In this case, Kalt did not bring his action within one year of the filing of the satisfaction of judgment; therefore, the first avenue for Rule 60(b) relief is foreclosed. Because Kalt does not allege fraud upon the court, the second avenue for relief is also unavailable.

But Kalt is not out of court — yet. He relies on another part of Rule 60(b)’s savings clause, the so-called “independent action” part. Here, the rule states: “This rule does not limit the power of a court to entertain an independent action to relieve a party from a judgment, order, or proceeding....” Rule 60(b). Kalt asserts that such an independent action may be entertained by a court sitting in equity upon a party’s allegation of fraud.

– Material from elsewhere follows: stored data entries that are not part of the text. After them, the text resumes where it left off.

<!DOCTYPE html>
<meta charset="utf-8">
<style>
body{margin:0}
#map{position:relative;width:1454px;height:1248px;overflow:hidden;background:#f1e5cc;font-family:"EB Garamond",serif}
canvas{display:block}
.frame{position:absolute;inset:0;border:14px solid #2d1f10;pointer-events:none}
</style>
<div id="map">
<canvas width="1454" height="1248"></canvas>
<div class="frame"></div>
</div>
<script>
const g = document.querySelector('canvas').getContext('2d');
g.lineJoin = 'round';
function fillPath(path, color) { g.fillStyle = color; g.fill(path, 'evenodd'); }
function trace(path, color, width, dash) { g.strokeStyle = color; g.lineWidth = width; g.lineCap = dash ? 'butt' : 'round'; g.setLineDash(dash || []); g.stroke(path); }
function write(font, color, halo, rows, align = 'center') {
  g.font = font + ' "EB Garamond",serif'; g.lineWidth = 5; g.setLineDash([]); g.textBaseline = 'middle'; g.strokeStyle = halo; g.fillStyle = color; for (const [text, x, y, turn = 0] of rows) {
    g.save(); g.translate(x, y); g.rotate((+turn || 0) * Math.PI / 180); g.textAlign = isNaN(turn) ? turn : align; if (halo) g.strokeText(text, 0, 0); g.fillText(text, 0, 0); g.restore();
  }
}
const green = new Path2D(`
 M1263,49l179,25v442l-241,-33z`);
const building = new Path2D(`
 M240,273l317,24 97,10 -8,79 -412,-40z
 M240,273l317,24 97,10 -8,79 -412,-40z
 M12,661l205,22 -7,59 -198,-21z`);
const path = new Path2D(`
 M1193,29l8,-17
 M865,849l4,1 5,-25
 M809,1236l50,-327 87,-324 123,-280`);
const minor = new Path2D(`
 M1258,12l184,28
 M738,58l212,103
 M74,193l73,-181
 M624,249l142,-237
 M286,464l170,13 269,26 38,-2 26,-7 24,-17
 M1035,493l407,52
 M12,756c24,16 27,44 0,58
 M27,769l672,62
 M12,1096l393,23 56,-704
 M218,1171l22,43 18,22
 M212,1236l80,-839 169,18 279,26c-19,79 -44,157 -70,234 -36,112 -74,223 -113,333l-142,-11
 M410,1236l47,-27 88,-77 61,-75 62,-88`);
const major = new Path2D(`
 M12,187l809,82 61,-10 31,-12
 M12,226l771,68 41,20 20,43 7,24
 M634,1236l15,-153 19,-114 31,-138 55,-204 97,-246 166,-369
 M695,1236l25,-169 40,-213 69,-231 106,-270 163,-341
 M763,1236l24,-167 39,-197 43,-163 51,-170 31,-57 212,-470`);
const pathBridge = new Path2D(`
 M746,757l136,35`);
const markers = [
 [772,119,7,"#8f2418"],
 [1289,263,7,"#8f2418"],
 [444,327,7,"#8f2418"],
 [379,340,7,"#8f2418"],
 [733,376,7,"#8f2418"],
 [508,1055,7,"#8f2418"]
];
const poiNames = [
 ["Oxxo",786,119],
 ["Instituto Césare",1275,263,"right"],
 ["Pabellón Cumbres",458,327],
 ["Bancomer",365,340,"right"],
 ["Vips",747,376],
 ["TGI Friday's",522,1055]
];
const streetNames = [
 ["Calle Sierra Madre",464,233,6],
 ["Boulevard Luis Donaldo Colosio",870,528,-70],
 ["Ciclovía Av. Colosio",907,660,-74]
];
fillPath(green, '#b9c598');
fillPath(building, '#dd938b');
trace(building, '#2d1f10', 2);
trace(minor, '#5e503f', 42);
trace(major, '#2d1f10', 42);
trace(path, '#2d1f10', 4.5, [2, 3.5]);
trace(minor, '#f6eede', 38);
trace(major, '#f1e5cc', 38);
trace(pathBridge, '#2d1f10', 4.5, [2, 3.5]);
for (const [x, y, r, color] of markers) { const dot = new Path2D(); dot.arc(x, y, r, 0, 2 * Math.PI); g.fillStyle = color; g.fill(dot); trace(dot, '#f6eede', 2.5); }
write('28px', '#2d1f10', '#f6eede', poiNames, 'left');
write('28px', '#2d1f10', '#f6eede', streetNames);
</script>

The bankruptcy court and the BAP read our case law as holding that a party must allege “extrinsic fraud” to sustain an independent action. They relied on Wood v. McEwen, 644 F.2d 797 (9th Cir.1981), cert. denied, 455 U.S. 942, 102 S.Ct. 1437, 71 L.Ed.2d 654 (1982). That case, however, dealt only with an allegation of fraud upon the court — not an independent action to set aside a judgment. Id. at 801. Moreover, we would be surprised if our case law retains a distinction between “intrinsic fraud” and “extrinsic fraud,” a distinction that seems to be abolished by Rule 60(b) itself and has been criticized by this court and commentators. See In re Intermagnetics America, Inc., 926 F.2d 912, 916 (9th Cir.1991) (citing Professor Moore’s and Professors Wright’s and Miller’s criticism of the distinction).

We need not decide today whether there is currently any meaningful distinction between “intrinsic” and “extrinsic” fraud, because we conclude the bankruptcy court did not have jurisdiction over Kalt’s independent action.